14. I conclude therefore (and Mr Steenkamp did not argue the contrary,) that I have a discretion to decline to make the agreement an order of this Court. I propose to exercise the discretion in precisely that way in the circumstances. I can see no virtue whatever in making the agreement an order of Court. The matter might be different had the agreement had a viable life and had it been performed in part by one or other parties. In the present case, however, the agreement was all but stillborn and I see no reason why this Court should seek to breathe life into it for any purpose.


15. The consequences of denying the agreement effect were debated in argument but I take it that it is unnecessary and indeed, undesirable for me to pronounce on them. To what extent the applicants can rely either on the dismissal that pre-dated the agreement, or the dismissal that was implicit in the acceptance of repudiation, is a matter for argument before another forum.


16. That being so, I decline to make the agreement an order of Court as prayed for and that being my decision, the consequential relief that is claimed must also be denied.


17. It remains for me to consider the question of costs which was debated before me thoroughly, if not at length. In my view, this is a matter in which costs should follow the event, but with the qualification that I should enunciate in due course.

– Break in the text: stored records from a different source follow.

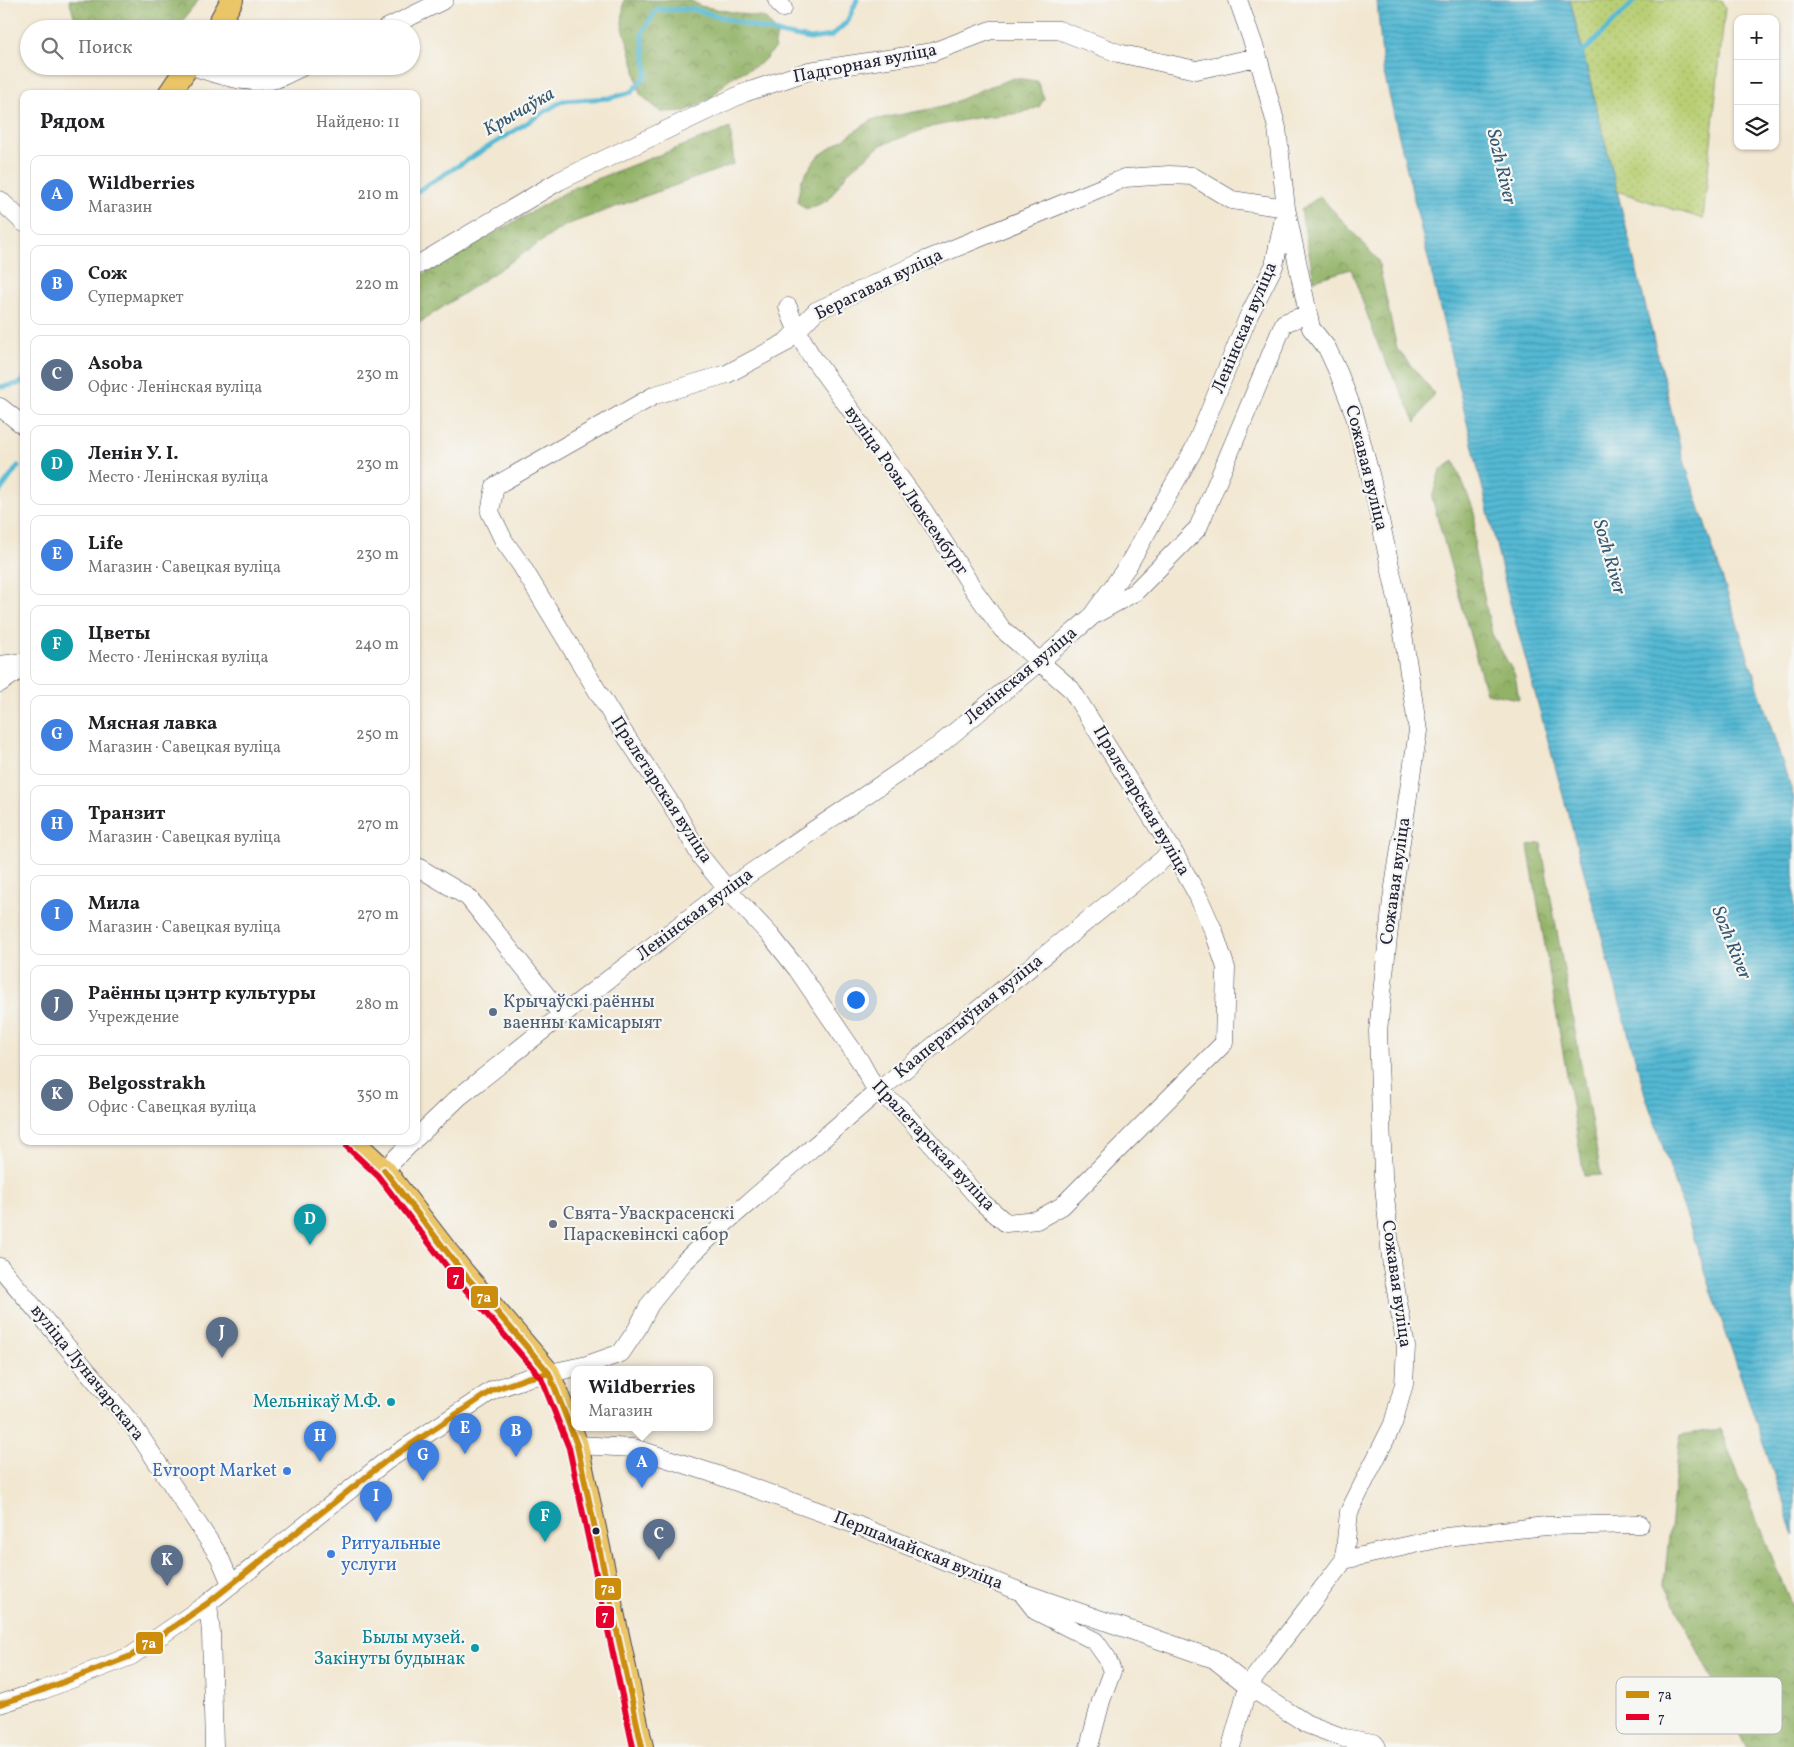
<!DOCTYPE html>
<html lang="ru">
<meta charset="utf-8">
<style>
body{margin:0;font-family:Vollkorn,serif;background:#f2f2f2;color:#202124}
.controls{position:absolute;right:15px;top:15px;display:grid;overflow:hidden;border-radius:10px;box-shadow:0 1px 4px #0004}
.controls button{width:45px;height:45px;display:grid;place-items:center;padding:0;border:0;border-bottom:1px solid #e0e0e0;background:#fff;color:#202124;font:25px sans-serif}
.you{position:absolute;left:855px;top:999px;width:18px;height:18px;margin:-12px;border:4px solid #fff;border-radius:50%;background:#1a73e8;box-shadow:0 0 0 8px #1a73e833}
.badge{display:grid;place-items:center;width:32px;height:32px;border-radius:50%;background:#7c3aed;color:#fff;font-size:16px;font-weight:700}
.pin{position:absolute;translate:-50% -41px;filter:drop-shadow(0 1px 2px #0008)}
.pin::after{content:'';position:absolute;top:26px;width:18px;height:15px;background:inherit;clip-path:polygon(0 0,100% 0,50% 100%)}
.popup{position:absolute;left:571px;top:1366px;width:142px;height:65px;box-sizing:border-box;display:grid;place-content:center;border-radius:10px;background:#fff;filter:drop-shadow(0 1px 4px #0005);font-size:16px;white-space:nowrap;color:#757577}
.popup b{font-size:19px;color:#202124}
.popup::after{content:'';position:absolute;left:50%;top:100%;margin-left:-10px;border:10px solid transparent;border-top-color:#fff}
.list{margin:0;padding:0;list-style:none}
h2{display:flex;justify-content:space-between;align-items:center;height:65px;margin:0;padding:0 20px;font-size:21px}
h2 small{font-size:16px;font-weight:400;color:#757577}
.list li{display:grid;grid-template-columns:32px 1fr auto;gap:15px;align-items:center;box-sizing:border-box;height:80px;margin:0 10px 10px;padding:0 10px;border:1px solid #e0e0e0;border-radius:10px}
.list b{display:block;font-size:19px;white-space:nowrap}
.list p{margin:0;font-size:16px;white-space:nowrap;color:#757577}
.list em{font-size:16px;font-style:normal;color:#757577}
.icon{flex:none;width:28px;height:28px;fill:none;stroke:currentColor;stroke-width:2;stroke-linecap:round;stroke-linejoin:round}
.map{position:relative;flex:none;width:1794px;height:1747px;overflow:hidden}
.search{position:absolute;background:#fff;box-shadow:0 1px 4px #0004;left:20px;top:20px;width:400px;height:55px;display:flex;align-items:center;gap:12px;box-sizing:border-box;padding:0 18px;border-radius:28px;color:#757577;font-size:19px}
.panel{position:absolute;background:#fff;box-shadow:0 1px 4px #0004;left:20px;top:90px;width:400px;height:1055px;border-radius:10px}
.map>svg:first-child{display:block}
.grass{fill:url(#grass-dots);stroke:#6e7858}
.forest{fill:url(#forest-crowns);stroke:#5a6a50}
.water{fill:url(#water-rules);stroke:#3c6e88}
.lines{fill:none;stroke-linecap:round;stroke-linejoin:round}
.stream{stroke:#55b9d4;stroke-width:5}
.minor-casing{stroke:#414052;stroke-width:19}
.major-casing{stroke:#414052;stroke-width:24}
.minor{stroke:#fff;stroke-width:18}
.major{stroke:#ebc669;stroke-width:22}
.bus-1-casing{stroke:#f6f6f2;stroke-width:10}
.bus-2-casing{stroke:#f6f6f2;stroke-width:10}
.bus-1{stroke:#cc8c0c;stroke-width:6}
.bus-2{stroke:#e4002b;stroke-width:6}
.service-dot{fill:#5c6f8a;stroke:#f6f6f2;stroke-width:2}
.worship-dot{fill:#6b7280;stroke:#f6f6f2;stroke-width:2}
.culture-dot{fill:#0f9aa8;stroke:#f6f6f2;stroke-width:2}
.shop-dot{fill:#3f7fe0;stroke:#f6f6f2;stroke-width:2}
.bus-dot{fill:#22223b;stroke:#f6f6f2;stroke-width:2}
.labels{text-anchor:middle;dominant-baseline:central;stroke-width:4.5;stroke-linejoin:round;paint-order:stroke}
.street-label{font-size:18px;fill:#22223b;stroke:#f6f6f2}
.service-label{font-size:18px;fill:#4e5e75;stroke:#f6f6f2;text-anchor:start}
.worship-label{font-size:18px;fill:#5b616d;stroke:#f6f6f2;text-anchor:start}
.culture-label{font-size:18px;fill:#0d838f;stroke:#f6f6f2;text-anchor:end}
.shop-label{font-size:18px;fill:#366cbe;stroke:#f6f6f2;text-anchor:end}
.water-label{font-size:19px;font-style:italic;fill:#345771;stroke:#f6f6f2}
.key{fill:#f6f6f2;stroke:#b6b6bb;stroke-width:1}
.key-label{font-size:14px;fill:#22223b}
.line-badge{stroke:#f6f6f2;stroke-width:2}
.badge-label{font-size:14px;text-anchor:middle;font-weight:bold;fill:#fff}
</style>
<div class="map">
<svg width="1794" height="1747" viewBox="0 0 1794 1747">
<defs>
<pattern id="grass-dots" width="8" height="8" patternUnits="userSpaceOnUse" patternTransform="scale(1.25)"><rect width="8" height="8" fill="#b9cf74"/><path d="M2 2h.1M6 6h.1" fill="none" stroke="#9fb165" stroke-width="1.8" stroke-linecap="round"/></pattern>
<pattern id="forest-crowns" width="20" height="18" patternUnits="userSpaceOnUse" patternTransform="scale(1.25)"><rect width="20" height="18" fill="#92b266"/><path d="M2 6a3 3 0 1 1 6 0M12 15a3 3 0 1 1 6 0" fill="none" stroke="#779055"/></pattern>
<pattern id="water-rules" width="6" height="5" patternUnits="userSpaceOnUse" patternTransform="scale(1.25)"><rect width="6" height="5" fill="#55b9d4"/><path d="M0 2.5h6" fill="none" stroke="#4696ad"/></pattern>
</defs>
<rect width="100%" height="100%" fill="#f6f6f2"/>
<filter id="ink" filterUnits="userSpaceOnUse"><feTurbulence type="fractalNoise" baseFrequency=".02" numOctaves="2"/><feDisplacementMap in="SourceGraphic" scale="10" xChannelSelector="R" yChannelSelector="G"/><feConvolveMatrix kernelMatrix="1 2 1 2 8 2 1 2 1" color-interpolation-filters="sRGB"/></filter>
<filter id="wash" filterUnits="userSpaceOnUse"><feTurbulence type="fractalNoise" baseFrequency=".0096" numOctaves="4" result="noise"/><feDisplacementMap in="SourceGraphic" scale="20" xChannelSelector="R" yChannelSelector="G"/><feGaussianBlur stdDeviation="1.12" result="paint"/><feColorMatrix in="noise" values="0 0 0 0 0 0 0 0 0 0 0 0 0 0 0 0 0 1.4 0 .05"/><feComposite in="paint" operator="in"/></filter>
<g filter="url(#wash)">
<rect width="100%" height="100%" fill="#f2e7d1"/>
<path class="grass" d="M1570,0h151l4,8 -22,211 -86,-28z"/>
<path class="forest" d="M69,0h130l-23,29h-98z
M624,0h66l10,6 65,12 12,15 -3,17 -14,14 -30,14 -19,20 -25,13 -25,1 -21,-18 -7,-33 -11,-37z
M1014,78l23,3 7,17 -5,9 -18,6 -46,5 -44,9 -50,18 -33,27 -20,28 -21,10 -10,-8 4,-21 16,-24 55,-37 74,-14 37,-17z
M730,128l4,36 -168,61 -150,100v-47l159,-91z
M1320,196l58,64 19,89 37,44 -18,29 -36,-72 -29,-81 -37,11 -13,-70z
M1454,461l21,52 -1,36 18,85 23,41 4,24 -33,-6 -54,-195 8,-28z
M1541,843l60,332 -17,1 -56,-330z
M1720,1429l74,182v136h-48l-82,-164 16,-148z"/>
<path class="water" d="M1377,0h193l112,454 112,344v736l-149,-440 -137,-499 -125,-526z"/>
<g class="lines">
<path class="stream" d="M1579,56l57,-56
M416,192l146,-91 47,-3 23,-6 15,-18 -5,-41 15,-24 9,1 26,-1 82,23 36,7 21,-3 16,-14 10,-22
M0,387l18,-3 6,-4
M0,491l18,-25"/>
</g>
</g>
<g filter="url(#ink)">
<g class="lines">
<g class="minor-casing">
<path id="minor" d="M777,0l6,8
M385,29l59,-29
M192,66c23,8 59,20 84,13 9,-3 19,-9 28,-13
M0,200l24,23
M416,266l143,-85 185,-88 65,-22 124,-19 58,-22h68l59,23 78,17 62,-13
M788,307c5,17 14,32 22,47l114,157 50,79 28,39 69,60 102,162 25,45 16,36 12,36 -2,75 -162,163 -25,14 -31,3 -23,-20 -84,-96 -22,-15 -17,-31 -63,-92 -26,-33 -44,-47 -26,-32 -28,-50 -61,-92 -91,-150 -17,-24 -14,-29 5,-26 160,-91 72,-21 58,-31 31,-32 110,-51 199,-82 44,-3 23,1 40,24 54,8 25,120 16,20 12,26 15,39 17,65 28,130 19,123 -26,169 -14,131 5,144 9,93 14,79 -2,37 -11,40 -44,88 -5,48 -96,126 -17,61
M0,407l24,19
M1094,615l41,-23 63,-64 86,-205 24,-9
M0,665l24,-3
M0,683l24,-16
M416,866l52,31 94,118
M416,1138l43,-41 103,-82 165,-126 211,-143 101,-84 51,-44 37,-51 67,-118 55,-134 25,-49 12,-58 -9,-80 -19,-71 -20,-57
M384,1170l29,-29
M0,1267l132,157 87,132 12,28
M577,1445l57,3 78,25 147,53 162,66 193,67 34,27 59,38 37,14 30,5 3,4
M1344,1560l102,-23 100,-11 94,-2
M1021,1592l15,19 59,30 12,17 5,13 -11,30 -12,46
M208,1603l3,30 3,114
M0,1704l43,-14 88,-34 77,-53 178,-142 107,-71 34,-12 60,-13 34,-12 16,-24 13,-25 34,-42 41,-39 152,-131 296,-241"/>
</g>
<g class="major-casing">
<path id="major" d="M216,29l16,-29
M169,94l19,-28
M353,1141l31,29 77,100 88,103 28,72 65,302"/>
</g>
<use href="#minor" class="minor"/>
<use href="#major" class="major"/>
<g class="bus-1-casing">
<path id="bus-1" d="M384,1170l77,100 88,103 28,72 65,302
M0,1704l43,-14 88,-34 77,-53 178,-142 107,-71 34,-12 22,-5"/>
</g>
<g class="bus-2-casing">
<path id="bus-2" d="M347,1147l31,29 76,100 87,102 28,70 64,299"/>
</g>
<use href="#bus-1" class="bus-1"/>
<use href="#bus-2" class="bus-2"/>
</g>
</g>
<circle class="service-dot" cx="493" cy="1012" r="5"/>
<circle class="worship-dot" cx="553" cy="1224" r="5"/>
<g class="culture-dot">
<circle cx="391" cy="1402" r="5"/>
<circle cx="475" cy="1648" r="5"/>
</g>
<g class="shop-dot">
<circle cx="287" cy="1471" r="5"/>
<circle cx="331" cy="1554" r="5"/>
</g>
<circle class="bus-dot" cx="596" cy="1531" r="4.5"/>
<g class="labels">
<g class="street-label">
<text transform="translate(865 64) rotate(-11)">Падгорная вуліца</text>
<text transform="translate(879 285) rotate(-26)">Берагавая вуліца</text>
<text transform="translate(1245 328) rotate(-67)">Ленінская вуліца</text>
<text transform="translate(1366 468) rotate(76)">Сожавая вуліца</text>
<text transform="translate(906 491) rotate(55)">вуліца Розы Люксембург</text>
<text transform="translate(1021 676) rotate(-40)">Ленінская вуліца</text>
<text transform="translate(661 790) rotate(57)">Пралетарская вуліца</text>
<text transform="translate(1141 801) rotate(59)">Пралетарская вуліца</text>
<text transform="translate(1396 881) rotate(-82)">Сожавая вуліца</text>
<text transform="translate(695 915) rotate(-37)">Ленінская вуліца</text>
<text transform="translate(969 1017) rotate(-39)">Кааператыўная вуліца</text>
<text transform="translate(933 1146) rotate(47)">Пралетарская вуліца</text>
<text transform="translate(1396 1284) rotate(82)">Сожавая вуліца</text>
<text transform="translate(87 1373) rotate(51)">вуліца Луначарскага</text>
<text transform="translate(918 1551) rotate(22)">Першамайская вуліца</text>
</g>
<g class="service-label">
<text x="503" y="1002">Крычаўскі раённы<tspan x="503" dy="21">ваенны камісарыят</tspan></text>
</g>
<g class="worship-label">
<text x="563" y="1214">Свята-Уваскрасенскі<tspan x="563" dy="21">Параскевінскі сабор</tspan></text>
</g>
<g class="culture-label">
<text x="381" y="1402">Мельнікаў М.Ф.</text>
<text x="465" y="1638">Былы музей.<tspan x="465" dy="21">Закінуты будынак</tspan></text>
</g>
<g class="shop-label">
<text x="277" y="1471">Evroopt Market</text>
<text x="341" y="1544" text-anchor="start">Ритуальные<tspan x="341" dy="21">услуги</tspan></text>
</g>
<g class="water-label">
<text transform="translate(519 112) rotate(-30)">Крычаўка</text>
<text transform="translate(1501 167) rotate(77)">Sozh River</text>
<text transform="translate(1609 557) rotate(74)">Sozh River</text>
<text transform="translate(1731 943) rotate(68)">Sozh River</text>
</g>
</g>
<rect x="1616" y="1677" width="166" height="57" rx="8" class="key"/>
<rect x="1626" y="1691" width="23" height="7" fill="#cc8c0c"/>
<rect x="1626" y="1714" width="23" height="6" fill="#e4002b"/>
<g class="key-label">
<text x="1658" y="1699">7а</text>
<text x="1658" y="1722">7</text>
</g>
<g class="line-badge">
<rect x="446" y="1266" width="19" height="24" rx="5" fill="#e4002b"/>
<rect x="470" y="1285" width="29" height="24" rx="5" fill="#cc8c0c"/>
<rect x="594" y="1577" width="28" height="24" rx="5" fill="#cc8c0c"/>
<rect x="595" y="1605" width="20" height="24" rx="5" fill="#e4002b"/>
<rect x="135" y="1631" width="29" height="24" rx="5" fill="#cc8c0c"/>
</g>
<g class="badge-label">
<text x="456" y="1283">7</text>
<text x="484" y="1302">7а</text>
<text x="608" y="1593">7а</text>
<text x="605" y="1621">7</text>
<text x="149" y="1648">7а</text>
</g>
</svg>
<div class="controls">
<button>+</button>
<button>−</button>
<button><svg class="icon" aria-label="layers" viewBox="0 0 24 24"><path d="M12 4l9 5-9 5-9-5zM3 14l9 5 9-5"/></svg></button>
</div>
<div class="you"></div>
<div class="pin badge" style="left:642px;top:1488px;background:#3f7fe0">A</div>
<div class="popup"><b>Wildberries</b>Магазин</div>
<div class="pin badge" style="left:516px;top:1457px;background:#3f7fe0">B</div>
<div class="pin badge" style="left:659px;top:1560px;background:#5c6f8a">C</div>
<div class="pin badge" style="left:310px;top:1245px;background:#0f9aa8">D</div>
<div class="pin badge" style="left:465px;top:1454px;background:#3f7fe0">E</div>
<div class="pin badge" style="left:545px;top:1542px;background:#0f9aa8">F</div>
<div class="pin badge" style="left:423px;top:1481px;background:#3f7fe0">G</div>
<div class="pin badge" style="left:320px;top:1462px;background:#3f7fe0">H</div>
<div class="pin badge" style="left:376px;top:1522px;background:#3f7fe0">I</div>
<div class="pin badge" style="left:222px;top:1358px;background:#5c6f8a">J</div>
<div class="pin badge" style="left:167px;top:1586px;background:#5c6f8a">K</div>
<div class="search"><svg class="icon" aria-label="search" viewBox="0 0 24 24"><circle cx="10" cy="10" r="6"/><path d="M15 15l6 6"/></svg>Поиск</div>
<section class="panel">
<h2>Рядом<small>Найдено: 11</small></h2>
<ul class="list">
<li><span class="badge" style="background:#3f7fe0">A</span><div><b>Wildberries</b><p>Магазин</p></div><em>210 m</em></li>
<li><span class="badge" style="background:#3f7fe0">B</span><div><b>Сож</b><p>Супермаркет</p></div><em>220 m</em></li>
<li><span class="badge" style="background:#5c6f8a">C</span><div><b>Asoba</b><p>Офис · Ленінская вуліца</p></div><em>230 m</em></li>
<li><span class="badge" style="background:#0f9aa8">D</span><div><b>Ленін У. І.</b><p>Место · Ленінская вуліца</p></div><em>230 m</em></li>
<li><span class="badge" style="background:#3f7fe0">E</span><div><b>Life</b><p>Магазин · Савецкая вуліца</p></div><em>230 m</em></li>
<li><span class="badge" style="background:#0f9aa8">F</span><div><b>Цветы</b><p>Место · Ленінская вуліца</p></div><em>240 m</em></li>
<li><span class="badge" style="background:#3f7fe0">G</span><div><b>Мясная лавка</b><p>Магазин · Савецкая вуліца</p></div><em>250 m</em></li>
<li><span class="badge" style="background:#3f7fe0">H</span><div><b>Транзит</b><p>Магазин · Савецкая вуліца</p></div><em>270 m</em></li>
<li><span class="badge" style="background:#3f7fe0">I</span><div><b>Мила</b><p>Магазин · Савецкая вуліца</p></div><em>270 m</em></li>
<li><span class="badge" style="background:#5c6f8a">J</span><div><b>Раённы цэнтр культуры</b><p>Учреждение</p></div><em>280 m</em></li>
<li><span class="badge" style="background:#5c6f8a">K</span><div><b>Belgosstrakh</b><p>Офис · Савецкая вуліца</p></div><em>350 m</em></li>
</ul>
</section>
</div>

18. It appears that there is some vestige of a relationship between the first applicant and the respondent in respect of other premises within the Kimberley area where the respondent does its business. It might be that that factor would have weighed against the grant of a costs order in the present case. However, I am inclined to consider, having regard both to the standpoint and to the tenor of the attitude evinced by the applicants to the settlement agreement which was the product of considerable effort as between the parties, that the applicants should be visited with the displeasure of the Court that a costs order entails. I intend to make an order accordingly.


19. The one aspect that I referred to was the prolixity of the answering affidavit. The affidavit traverses the history of this dispute, I will not say from its genesis but certainly from shortly thereafter. There are annexed to the affidavit a significant number of annexures that do not pertain, in my view, to the issues being raised. It seems to me that the answering affidavit is indeed unnecessarily prolix and I can think of no alternative in dealing with that prolixity but to deny the respondent the costs of the affidavit.

20. In the circumstances, I make the following order:


1. The application is dismissed.


2. The applicants must pay the respondent's costs, save the costs attendant upon the answering affidavit.